*** Opening of Provided material ***

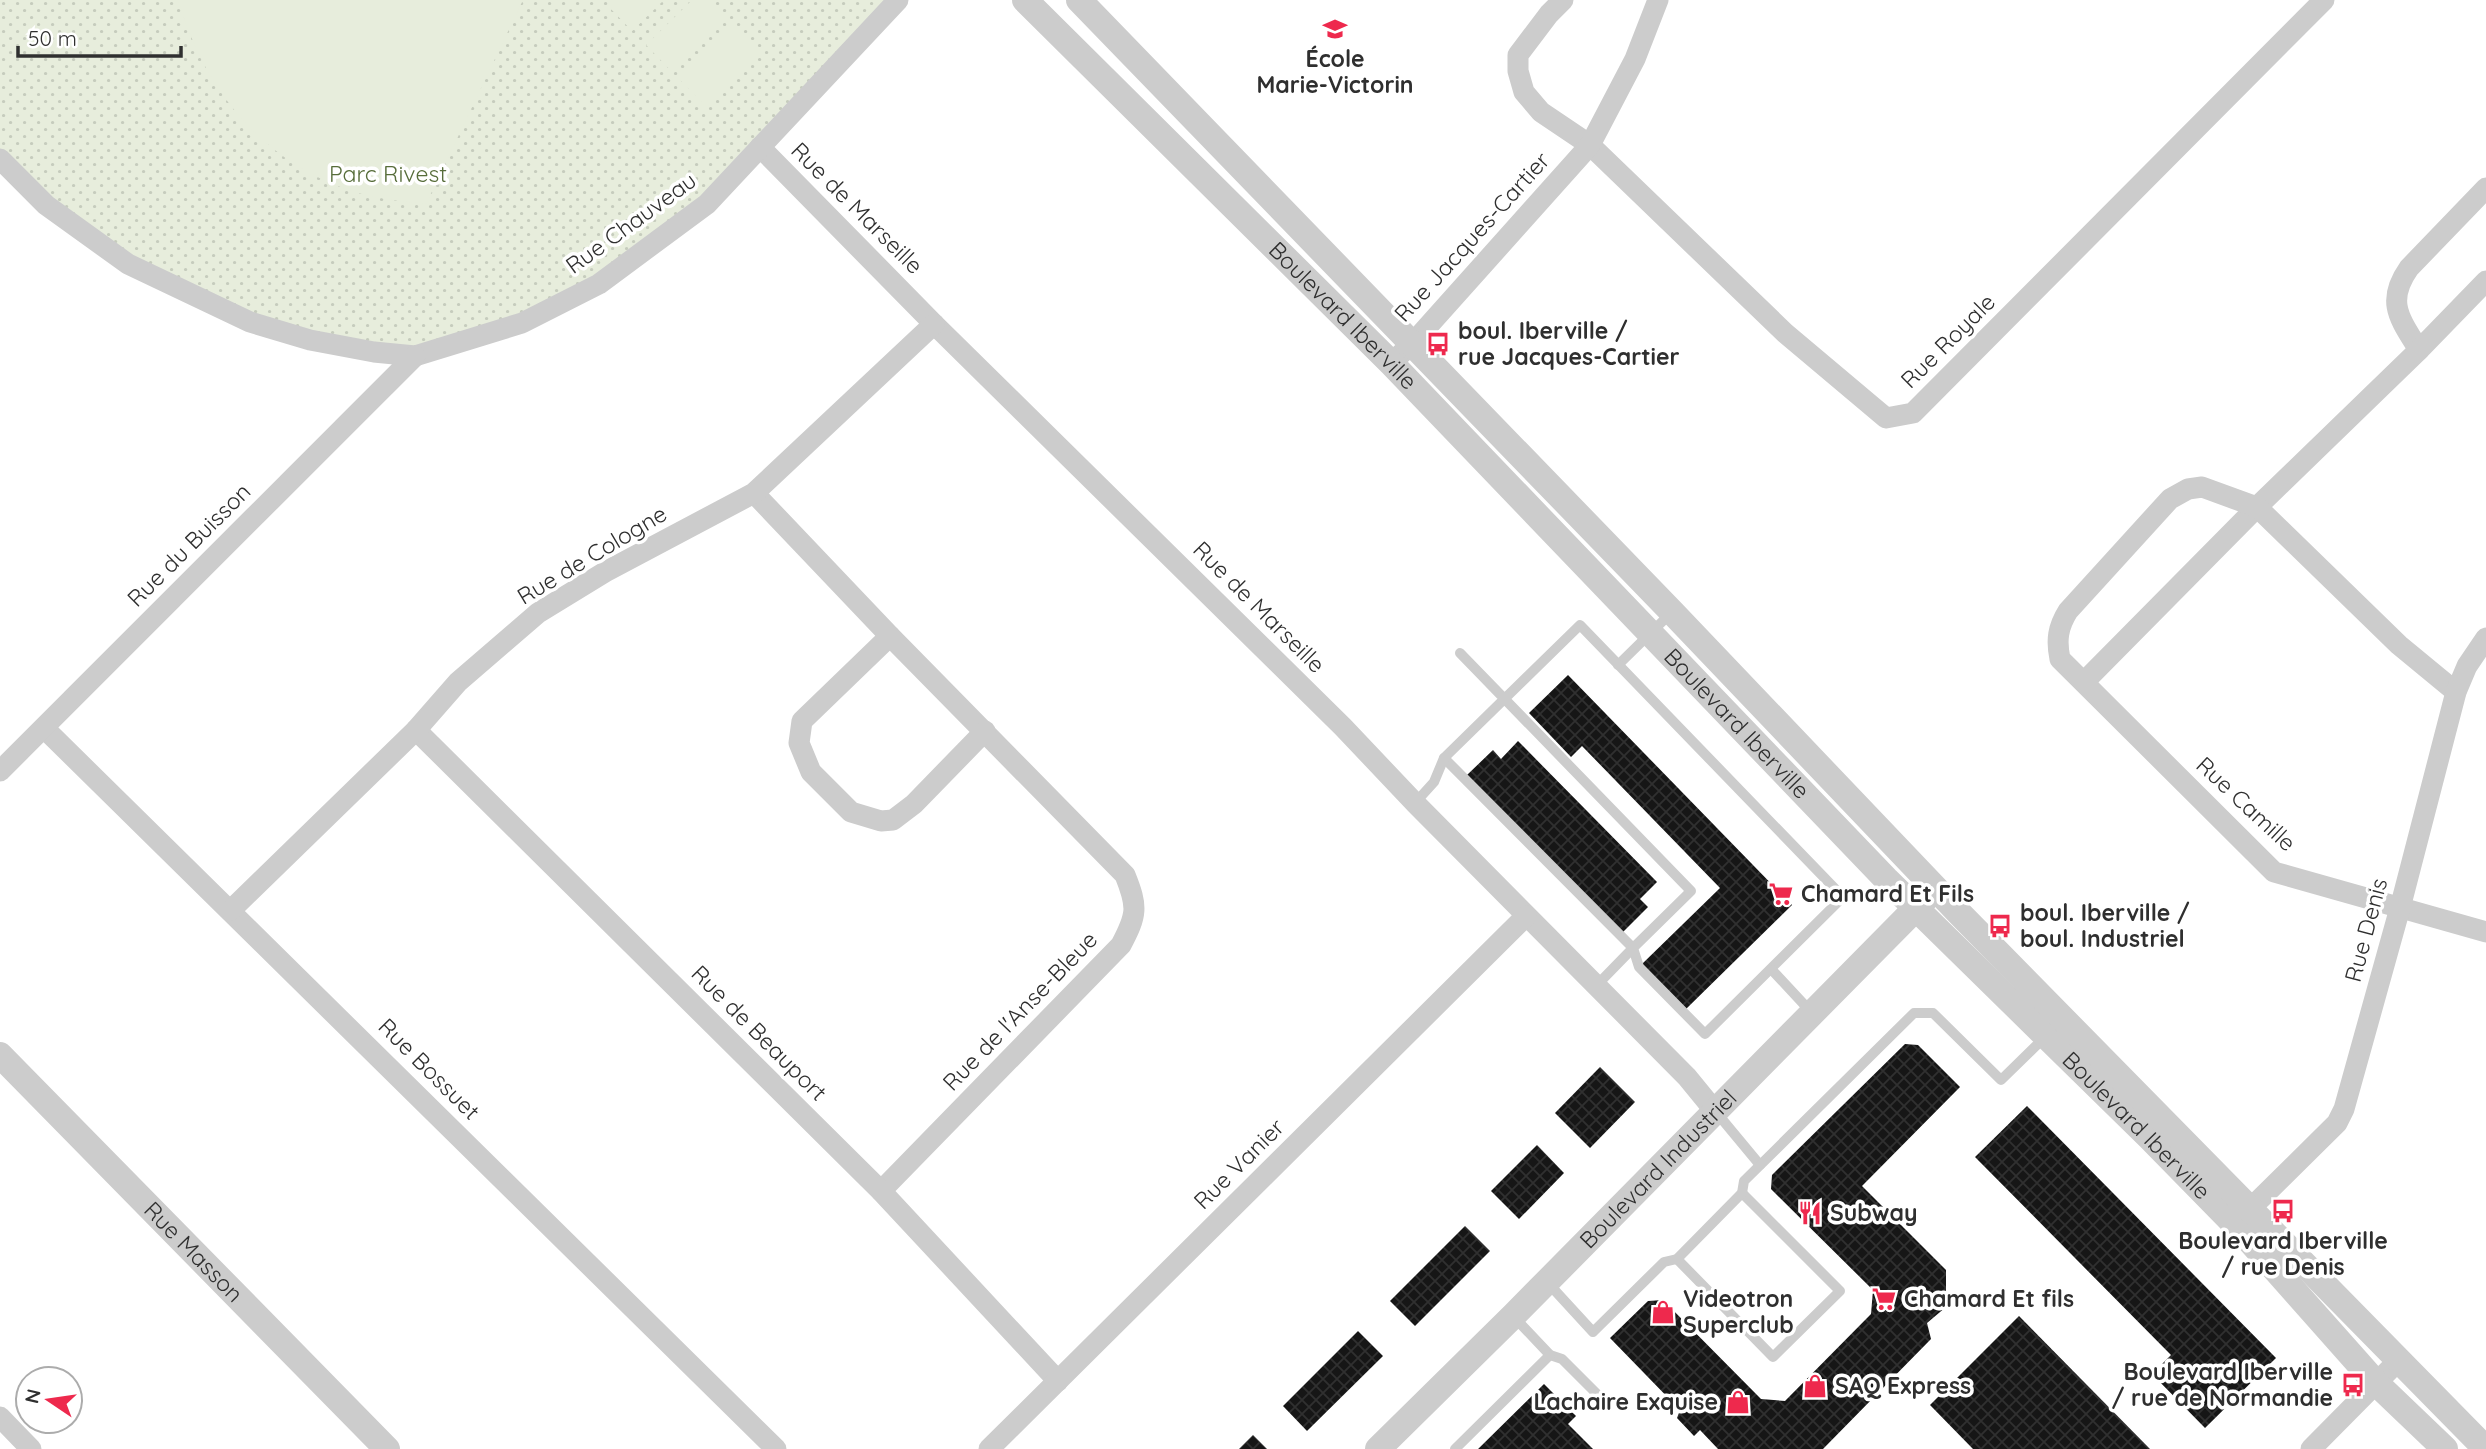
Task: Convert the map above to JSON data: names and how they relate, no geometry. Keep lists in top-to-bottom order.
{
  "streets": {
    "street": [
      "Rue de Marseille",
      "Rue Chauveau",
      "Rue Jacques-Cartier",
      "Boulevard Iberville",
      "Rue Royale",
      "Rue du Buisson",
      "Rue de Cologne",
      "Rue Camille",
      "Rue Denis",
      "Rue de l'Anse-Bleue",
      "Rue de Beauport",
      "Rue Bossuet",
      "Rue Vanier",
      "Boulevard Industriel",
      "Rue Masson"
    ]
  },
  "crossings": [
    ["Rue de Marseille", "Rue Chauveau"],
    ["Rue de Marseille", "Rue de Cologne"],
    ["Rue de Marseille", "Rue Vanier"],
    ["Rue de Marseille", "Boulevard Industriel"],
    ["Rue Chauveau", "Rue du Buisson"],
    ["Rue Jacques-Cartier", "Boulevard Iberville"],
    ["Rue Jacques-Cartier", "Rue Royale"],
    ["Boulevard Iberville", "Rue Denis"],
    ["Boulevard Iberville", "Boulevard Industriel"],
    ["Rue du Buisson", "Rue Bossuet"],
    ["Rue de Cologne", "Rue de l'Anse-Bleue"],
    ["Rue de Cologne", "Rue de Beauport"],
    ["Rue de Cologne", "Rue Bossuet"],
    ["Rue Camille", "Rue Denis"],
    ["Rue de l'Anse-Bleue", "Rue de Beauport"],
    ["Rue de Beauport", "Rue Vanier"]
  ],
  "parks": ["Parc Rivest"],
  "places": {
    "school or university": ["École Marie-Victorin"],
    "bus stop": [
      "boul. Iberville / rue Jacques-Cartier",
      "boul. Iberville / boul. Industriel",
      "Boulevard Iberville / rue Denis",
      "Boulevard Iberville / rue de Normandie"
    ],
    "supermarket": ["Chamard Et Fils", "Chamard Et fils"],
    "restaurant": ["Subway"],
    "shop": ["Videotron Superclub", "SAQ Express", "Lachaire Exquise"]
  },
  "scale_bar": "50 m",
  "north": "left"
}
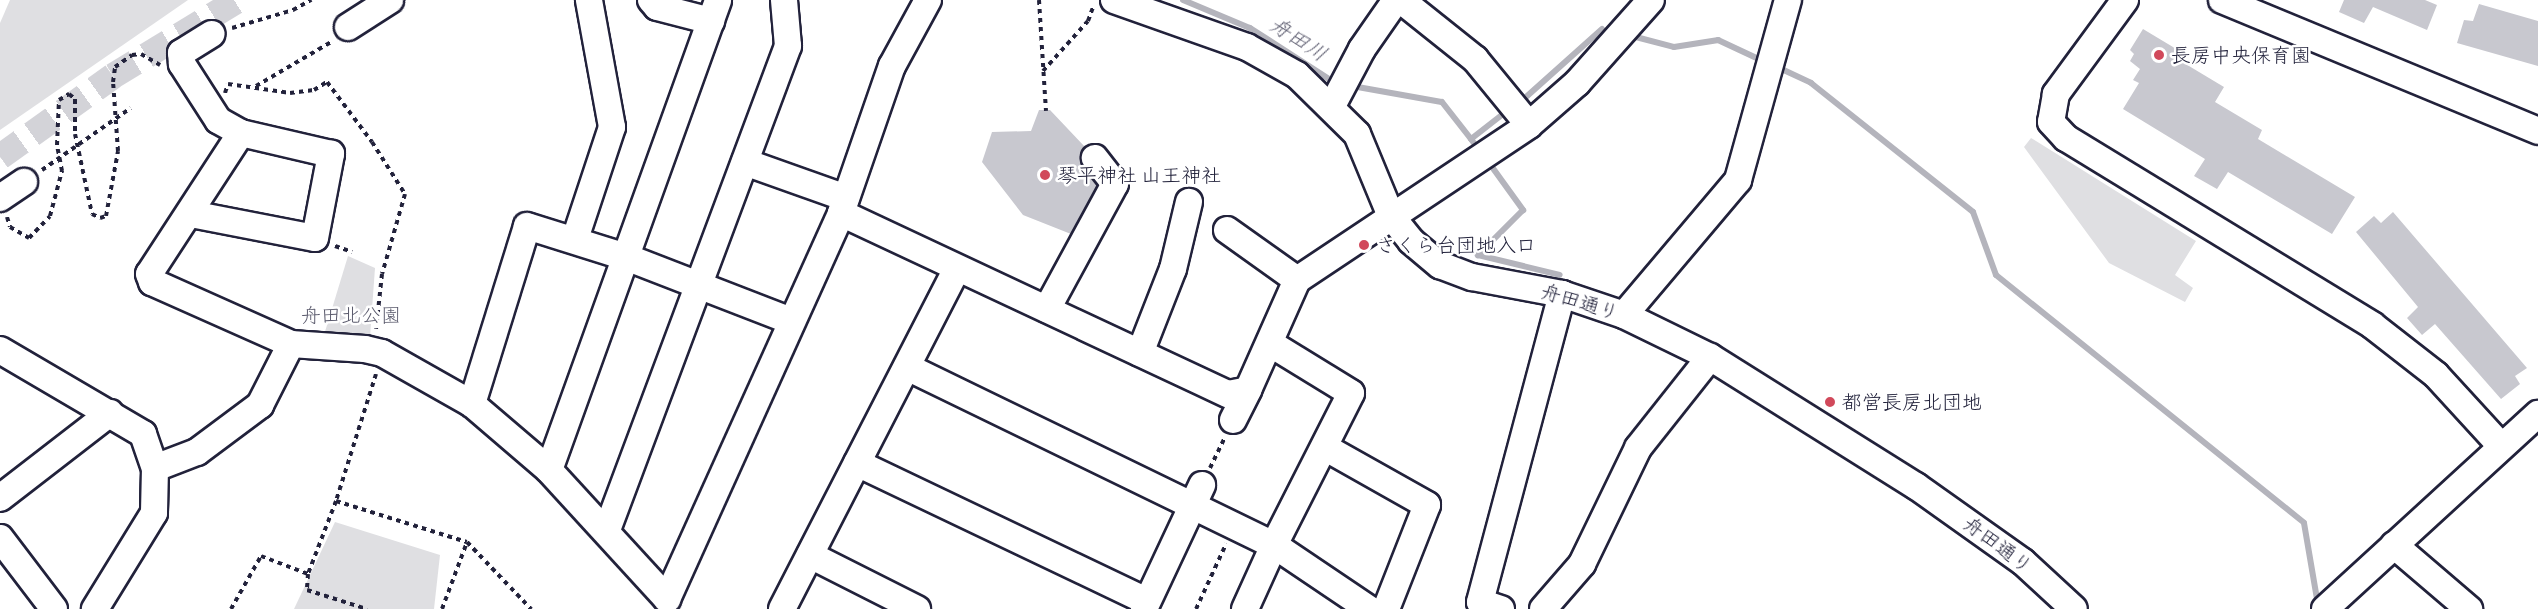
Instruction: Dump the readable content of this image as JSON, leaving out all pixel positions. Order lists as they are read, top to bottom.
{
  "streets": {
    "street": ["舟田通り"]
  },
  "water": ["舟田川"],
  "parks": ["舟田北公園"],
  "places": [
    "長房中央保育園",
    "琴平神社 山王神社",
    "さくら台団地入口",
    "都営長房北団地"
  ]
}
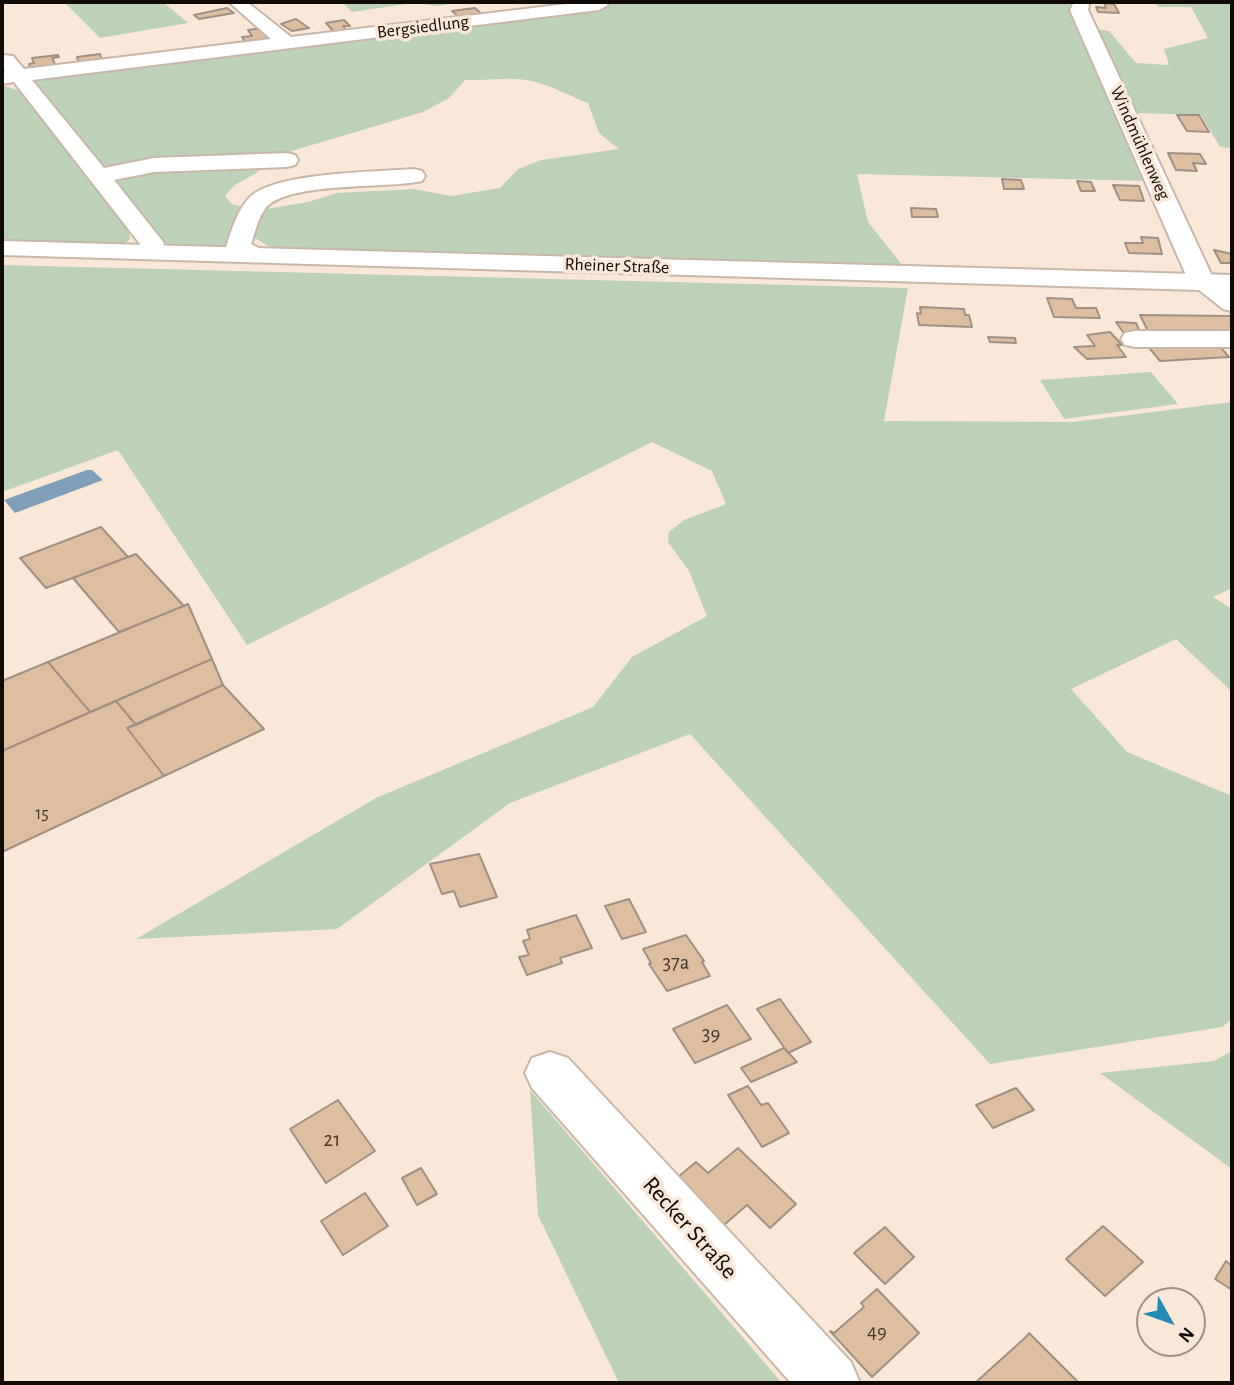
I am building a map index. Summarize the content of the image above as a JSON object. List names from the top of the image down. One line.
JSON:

*** Close of Provided material ***

▶ Task item: Each record above must be retyped exactly, minus its pictures.

▶ Solution to the exercise:
Task: Convert the map above to JSON data: names and how they relate, no geometry. Keep lists in top-to-bottom order.
{
  "streets": {
    "street": [
      "Rue de Marseille",
      "Rue Chauveau",
      "Rue Jacques-Cartier",
      "Boulevard Iberville",
      "Rue Royale",
      "Rue du Buisson",
      "Rue de Cologne",
      "Rue Camille",
      "Rue Denis",
      "Rue de l'Anse-Bleue",
      "Rue de Beauport",
      "Rue Bossuet",
      "Rue Vanier",
      "Boulevard Industriel",
      "Rue Masson"
    ]
  },
  "crossings": [
    ["Rue de Marseille", "Rue Chauveau"],
    ["Rue de Marseille", "Rue de Cologne"],
    ["Rue de Marseille", "Rue Vanier"],
    ["Rue de Marseille", "Boulevard Industriel"],
    ["Rue Chauveau", "Rue du Buisson"],
    ["Rue Jacques-Cartier", "Boulevard Iberville"],
    ["Rue Jacques-Cartier", "Rue Royale"],
    ["Boulevard Iberville", "Rue Denis"],
    ["Boulevard Iberville", "Boulevard Industriel"],
    ["Rue du Buisson", "Rue Bossuet"],
    ["Rue de Cologne", "Rue de l'Anse-Bleue"],
    ["Rue de Cologne", "Rue de Beauport"],
    ["Rue de Cologne", "Rue Bossuet"],
    ["Rue Camille", "Rue Denis"],
    ["Rue de l'Anse-Bleue", "Rue de Beauport"],
    ["Rue de Beauport", "Rue Vanier"]
  ],
  "parks": ["Parc Rivest"],
  "places": {
    "school or university": ["École Marie-Victorin"],
    "bus stop": [
      "boul. Iberville / rue Jacques-Cartier",
      "boul. Iberville / boul. Industriel",
      "Boulevard Iberville / rue Denis",
      "Boulevard Iberville / rue de Normandie"
    ],
    "supermarket": ["Chamard Et Fils", "Chamard Et fils"],
    "restaurant": ["Subway"],
    "shop": ["Videotron Superclub", "SAQ Express", "Lachaire Exquise"]
  },
  "scale_bar": "50 m",
  "north": "left"
}
Instruction: Dump the readable content of this image as JSON, leaving out all pixel positions. Order lists as they are read, top to bottom.
{
  "streets": {
    "street": ["舟田通り"]
  },
  "water": ["舟田川"],
  "parks": ["舟田北公園"],
  "places": [
    "長房中央保育園",
    "琴平神社 山王神社",
    "さくら台団地入口",
    "都営長房北団地"
  ]
}
I am building a map index. Summarize the content of the image above as a JSON object. List names from the top of the image down. One line.
JSON:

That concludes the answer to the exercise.